Segment Open
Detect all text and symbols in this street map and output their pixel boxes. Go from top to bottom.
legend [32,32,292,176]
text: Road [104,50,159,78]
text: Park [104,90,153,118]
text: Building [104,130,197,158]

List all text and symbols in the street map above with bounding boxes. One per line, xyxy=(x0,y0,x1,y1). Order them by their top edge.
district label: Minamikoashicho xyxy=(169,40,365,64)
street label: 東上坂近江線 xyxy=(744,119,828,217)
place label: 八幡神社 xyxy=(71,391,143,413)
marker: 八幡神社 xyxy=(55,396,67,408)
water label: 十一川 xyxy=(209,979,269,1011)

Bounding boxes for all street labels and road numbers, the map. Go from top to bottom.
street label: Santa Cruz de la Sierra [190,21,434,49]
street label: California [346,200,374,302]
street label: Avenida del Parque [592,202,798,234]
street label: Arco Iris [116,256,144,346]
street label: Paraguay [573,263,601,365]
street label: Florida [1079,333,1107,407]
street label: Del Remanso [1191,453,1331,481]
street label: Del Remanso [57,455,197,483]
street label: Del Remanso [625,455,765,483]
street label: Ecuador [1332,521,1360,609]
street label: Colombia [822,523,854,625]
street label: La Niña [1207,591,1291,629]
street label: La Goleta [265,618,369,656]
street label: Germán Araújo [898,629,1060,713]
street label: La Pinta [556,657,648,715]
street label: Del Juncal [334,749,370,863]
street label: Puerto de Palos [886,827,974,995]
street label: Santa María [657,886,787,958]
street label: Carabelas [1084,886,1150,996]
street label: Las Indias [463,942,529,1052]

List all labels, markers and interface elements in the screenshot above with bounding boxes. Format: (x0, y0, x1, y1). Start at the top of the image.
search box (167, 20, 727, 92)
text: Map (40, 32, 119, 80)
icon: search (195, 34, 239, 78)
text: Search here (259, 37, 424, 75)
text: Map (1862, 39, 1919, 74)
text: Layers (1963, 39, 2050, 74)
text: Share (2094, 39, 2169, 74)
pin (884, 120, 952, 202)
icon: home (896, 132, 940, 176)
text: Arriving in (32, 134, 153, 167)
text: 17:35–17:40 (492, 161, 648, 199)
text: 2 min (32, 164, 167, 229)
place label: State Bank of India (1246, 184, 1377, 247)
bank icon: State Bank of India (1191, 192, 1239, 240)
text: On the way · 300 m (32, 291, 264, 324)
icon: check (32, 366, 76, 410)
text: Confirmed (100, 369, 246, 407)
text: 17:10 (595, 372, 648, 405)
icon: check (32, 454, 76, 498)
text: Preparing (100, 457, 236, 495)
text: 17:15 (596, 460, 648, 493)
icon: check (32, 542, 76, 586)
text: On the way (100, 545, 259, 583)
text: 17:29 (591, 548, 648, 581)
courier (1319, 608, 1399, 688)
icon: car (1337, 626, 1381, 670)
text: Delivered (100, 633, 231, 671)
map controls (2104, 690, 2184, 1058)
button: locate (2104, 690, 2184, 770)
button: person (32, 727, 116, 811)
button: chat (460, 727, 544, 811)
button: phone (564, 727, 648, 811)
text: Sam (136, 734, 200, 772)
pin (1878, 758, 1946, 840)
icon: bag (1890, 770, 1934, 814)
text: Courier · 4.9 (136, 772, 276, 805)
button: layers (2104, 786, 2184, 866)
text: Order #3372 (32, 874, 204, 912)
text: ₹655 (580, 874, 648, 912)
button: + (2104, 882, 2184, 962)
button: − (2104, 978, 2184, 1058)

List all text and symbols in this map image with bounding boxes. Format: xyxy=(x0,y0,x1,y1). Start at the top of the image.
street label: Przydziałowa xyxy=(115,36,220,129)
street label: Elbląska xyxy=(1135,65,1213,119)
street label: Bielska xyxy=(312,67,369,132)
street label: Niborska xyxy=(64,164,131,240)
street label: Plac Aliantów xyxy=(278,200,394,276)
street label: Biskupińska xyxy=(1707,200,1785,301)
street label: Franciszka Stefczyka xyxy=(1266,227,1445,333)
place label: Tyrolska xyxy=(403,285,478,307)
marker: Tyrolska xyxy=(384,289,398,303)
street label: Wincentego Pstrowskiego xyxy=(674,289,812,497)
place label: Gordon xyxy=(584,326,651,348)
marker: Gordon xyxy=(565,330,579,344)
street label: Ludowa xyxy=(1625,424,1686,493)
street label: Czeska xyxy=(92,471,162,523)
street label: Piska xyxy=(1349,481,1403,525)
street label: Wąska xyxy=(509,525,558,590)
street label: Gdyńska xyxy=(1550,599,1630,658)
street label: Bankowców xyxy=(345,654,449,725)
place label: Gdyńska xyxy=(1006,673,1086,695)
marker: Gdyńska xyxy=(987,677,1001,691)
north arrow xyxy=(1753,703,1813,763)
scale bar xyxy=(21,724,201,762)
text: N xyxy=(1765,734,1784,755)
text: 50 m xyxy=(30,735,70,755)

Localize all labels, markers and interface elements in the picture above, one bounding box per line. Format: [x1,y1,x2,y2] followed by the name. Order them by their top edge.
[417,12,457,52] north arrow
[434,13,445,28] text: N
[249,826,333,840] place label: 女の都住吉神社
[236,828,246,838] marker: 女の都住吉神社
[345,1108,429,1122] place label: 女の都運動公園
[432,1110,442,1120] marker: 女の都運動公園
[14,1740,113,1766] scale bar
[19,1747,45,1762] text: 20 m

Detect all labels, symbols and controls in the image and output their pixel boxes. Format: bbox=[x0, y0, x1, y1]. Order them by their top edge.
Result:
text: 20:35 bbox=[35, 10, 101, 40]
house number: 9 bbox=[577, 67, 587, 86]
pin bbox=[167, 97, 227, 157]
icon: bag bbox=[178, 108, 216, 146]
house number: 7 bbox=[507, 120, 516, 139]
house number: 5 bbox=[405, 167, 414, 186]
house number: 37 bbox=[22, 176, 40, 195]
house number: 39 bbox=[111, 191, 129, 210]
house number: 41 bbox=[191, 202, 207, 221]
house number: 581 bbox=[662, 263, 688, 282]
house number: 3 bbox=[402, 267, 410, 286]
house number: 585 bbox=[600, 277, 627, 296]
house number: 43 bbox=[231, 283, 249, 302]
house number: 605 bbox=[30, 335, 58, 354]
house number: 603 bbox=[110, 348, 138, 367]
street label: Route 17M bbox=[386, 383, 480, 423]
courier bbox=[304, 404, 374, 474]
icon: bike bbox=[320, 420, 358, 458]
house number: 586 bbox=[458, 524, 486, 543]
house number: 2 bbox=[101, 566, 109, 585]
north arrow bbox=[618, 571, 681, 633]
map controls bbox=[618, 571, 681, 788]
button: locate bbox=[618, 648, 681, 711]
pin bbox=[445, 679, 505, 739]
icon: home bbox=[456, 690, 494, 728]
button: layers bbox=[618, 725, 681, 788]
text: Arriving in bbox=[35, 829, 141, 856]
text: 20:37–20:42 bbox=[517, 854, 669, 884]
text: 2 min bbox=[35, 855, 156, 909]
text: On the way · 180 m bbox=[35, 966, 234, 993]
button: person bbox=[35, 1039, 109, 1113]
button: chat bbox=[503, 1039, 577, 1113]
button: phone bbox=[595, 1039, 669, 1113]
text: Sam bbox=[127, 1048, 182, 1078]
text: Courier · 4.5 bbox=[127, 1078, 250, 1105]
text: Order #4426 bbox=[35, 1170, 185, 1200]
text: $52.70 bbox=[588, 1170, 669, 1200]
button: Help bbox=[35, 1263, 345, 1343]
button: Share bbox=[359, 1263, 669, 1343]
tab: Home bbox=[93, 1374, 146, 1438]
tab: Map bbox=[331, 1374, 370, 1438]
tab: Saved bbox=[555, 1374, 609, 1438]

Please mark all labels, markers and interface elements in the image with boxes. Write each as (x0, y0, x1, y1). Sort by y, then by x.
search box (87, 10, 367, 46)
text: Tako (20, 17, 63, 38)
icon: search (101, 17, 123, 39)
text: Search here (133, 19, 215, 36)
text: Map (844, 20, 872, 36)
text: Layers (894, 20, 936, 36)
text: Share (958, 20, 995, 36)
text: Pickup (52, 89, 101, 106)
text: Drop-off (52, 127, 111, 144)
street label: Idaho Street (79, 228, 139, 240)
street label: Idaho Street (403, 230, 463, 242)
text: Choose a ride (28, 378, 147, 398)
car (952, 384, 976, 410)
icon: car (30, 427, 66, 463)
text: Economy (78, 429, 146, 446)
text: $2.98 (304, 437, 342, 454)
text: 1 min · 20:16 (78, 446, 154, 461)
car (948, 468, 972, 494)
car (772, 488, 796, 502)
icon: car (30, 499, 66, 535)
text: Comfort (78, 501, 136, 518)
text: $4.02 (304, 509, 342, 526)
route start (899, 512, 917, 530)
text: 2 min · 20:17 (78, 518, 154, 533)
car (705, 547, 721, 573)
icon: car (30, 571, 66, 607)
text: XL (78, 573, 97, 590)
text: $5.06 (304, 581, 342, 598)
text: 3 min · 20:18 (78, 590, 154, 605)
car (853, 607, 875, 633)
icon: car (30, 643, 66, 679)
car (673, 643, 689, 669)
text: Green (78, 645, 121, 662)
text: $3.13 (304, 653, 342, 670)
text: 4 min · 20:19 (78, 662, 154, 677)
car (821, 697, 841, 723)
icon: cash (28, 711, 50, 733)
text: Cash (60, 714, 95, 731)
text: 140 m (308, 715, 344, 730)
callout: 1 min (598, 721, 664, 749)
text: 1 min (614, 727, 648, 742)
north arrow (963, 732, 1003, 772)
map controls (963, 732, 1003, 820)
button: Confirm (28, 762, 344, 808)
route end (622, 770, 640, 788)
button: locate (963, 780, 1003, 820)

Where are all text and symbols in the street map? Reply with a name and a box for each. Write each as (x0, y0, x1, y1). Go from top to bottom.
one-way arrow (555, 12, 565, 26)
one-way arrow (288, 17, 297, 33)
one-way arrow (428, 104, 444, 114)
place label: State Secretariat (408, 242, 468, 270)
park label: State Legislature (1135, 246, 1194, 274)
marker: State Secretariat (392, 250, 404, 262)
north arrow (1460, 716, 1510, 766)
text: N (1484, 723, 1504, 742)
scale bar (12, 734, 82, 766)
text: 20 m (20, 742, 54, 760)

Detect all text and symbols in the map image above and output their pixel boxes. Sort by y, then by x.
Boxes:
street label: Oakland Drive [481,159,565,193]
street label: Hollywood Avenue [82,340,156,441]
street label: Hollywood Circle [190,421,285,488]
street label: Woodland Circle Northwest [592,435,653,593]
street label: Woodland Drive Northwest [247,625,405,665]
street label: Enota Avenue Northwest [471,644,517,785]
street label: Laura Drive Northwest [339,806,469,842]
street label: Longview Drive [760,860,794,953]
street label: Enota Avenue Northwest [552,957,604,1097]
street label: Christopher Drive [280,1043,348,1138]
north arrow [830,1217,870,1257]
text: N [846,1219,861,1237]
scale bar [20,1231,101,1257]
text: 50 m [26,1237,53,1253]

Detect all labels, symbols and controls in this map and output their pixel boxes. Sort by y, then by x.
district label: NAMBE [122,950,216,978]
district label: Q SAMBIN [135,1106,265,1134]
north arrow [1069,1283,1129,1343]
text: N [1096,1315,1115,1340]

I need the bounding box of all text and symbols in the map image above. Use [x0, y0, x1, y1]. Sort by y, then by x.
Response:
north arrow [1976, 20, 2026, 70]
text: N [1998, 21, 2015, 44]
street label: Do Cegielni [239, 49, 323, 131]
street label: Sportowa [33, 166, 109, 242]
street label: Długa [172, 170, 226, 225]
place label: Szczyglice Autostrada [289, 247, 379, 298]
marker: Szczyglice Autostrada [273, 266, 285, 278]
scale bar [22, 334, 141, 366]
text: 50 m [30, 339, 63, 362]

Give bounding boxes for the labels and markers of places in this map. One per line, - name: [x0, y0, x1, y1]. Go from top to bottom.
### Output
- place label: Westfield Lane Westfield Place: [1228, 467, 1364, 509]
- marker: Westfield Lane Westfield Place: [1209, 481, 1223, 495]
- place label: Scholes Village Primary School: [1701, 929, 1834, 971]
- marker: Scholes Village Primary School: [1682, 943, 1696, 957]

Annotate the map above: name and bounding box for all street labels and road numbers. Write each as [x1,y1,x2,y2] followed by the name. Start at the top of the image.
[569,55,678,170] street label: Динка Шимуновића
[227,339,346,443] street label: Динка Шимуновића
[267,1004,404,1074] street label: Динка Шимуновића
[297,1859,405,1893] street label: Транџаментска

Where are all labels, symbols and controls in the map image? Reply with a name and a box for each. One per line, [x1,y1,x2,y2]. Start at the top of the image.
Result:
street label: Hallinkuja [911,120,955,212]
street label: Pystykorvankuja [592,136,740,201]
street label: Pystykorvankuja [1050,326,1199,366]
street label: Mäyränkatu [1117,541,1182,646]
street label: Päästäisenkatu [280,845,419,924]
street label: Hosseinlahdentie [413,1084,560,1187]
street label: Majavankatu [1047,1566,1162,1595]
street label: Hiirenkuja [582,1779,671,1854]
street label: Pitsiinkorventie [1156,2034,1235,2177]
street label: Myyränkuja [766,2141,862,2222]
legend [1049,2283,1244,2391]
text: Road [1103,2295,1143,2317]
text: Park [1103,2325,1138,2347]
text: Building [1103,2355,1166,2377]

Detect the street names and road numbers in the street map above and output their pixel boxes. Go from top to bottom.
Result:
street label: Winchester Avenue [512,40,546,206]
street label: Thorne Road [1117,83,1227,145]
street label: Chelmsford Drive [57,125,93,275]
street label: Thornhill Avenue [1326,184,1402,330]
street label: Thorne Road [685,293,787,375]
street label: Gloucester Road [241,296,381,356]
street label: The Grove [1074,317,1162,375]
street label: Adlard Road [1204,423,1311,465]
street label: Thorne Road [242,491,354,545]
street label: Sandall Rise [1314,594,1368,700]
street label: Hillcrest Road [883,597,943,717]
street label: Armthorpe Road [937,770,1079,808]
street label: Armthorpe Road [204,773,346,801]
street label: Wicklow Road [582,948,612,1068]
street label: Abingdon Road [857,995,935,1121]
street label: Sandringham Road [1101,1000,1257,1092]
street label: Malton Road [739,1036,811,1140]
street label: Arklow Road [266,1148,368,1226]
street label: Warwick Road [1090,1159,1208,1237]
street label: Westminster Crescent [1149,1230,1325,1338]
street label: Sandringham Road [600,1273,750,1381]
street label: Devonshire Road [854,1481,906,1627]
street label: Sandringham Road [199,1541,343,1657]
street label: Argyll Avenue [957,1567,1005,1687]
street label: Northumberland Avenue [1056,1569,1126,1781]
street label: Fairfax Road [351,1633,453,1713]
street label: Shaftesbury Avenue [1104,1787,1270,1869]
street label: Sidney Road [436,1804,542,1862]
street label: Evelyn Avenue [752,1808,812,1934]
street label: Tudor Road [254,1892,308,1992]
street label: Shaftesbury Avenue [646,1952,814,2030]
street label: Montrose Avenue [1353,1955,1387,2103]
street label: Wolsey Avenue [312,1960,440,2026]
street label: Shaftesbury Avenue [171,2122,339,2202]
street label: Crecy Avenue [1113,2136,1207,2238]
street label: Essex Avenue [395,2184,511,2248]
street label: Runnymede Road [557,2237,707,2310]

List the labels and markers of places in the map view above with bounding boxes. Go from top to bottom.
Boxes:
Segment Closed
Each line of the records that contains the string "places" must be copied.

Give bounding boxes for the labels and markers of places in this map. One per line, - name: [x0, y0, x1, y1]. Go from top to bottom.
List the labels and markers of places in the map view above with bounding boxes. Go from top to bottom.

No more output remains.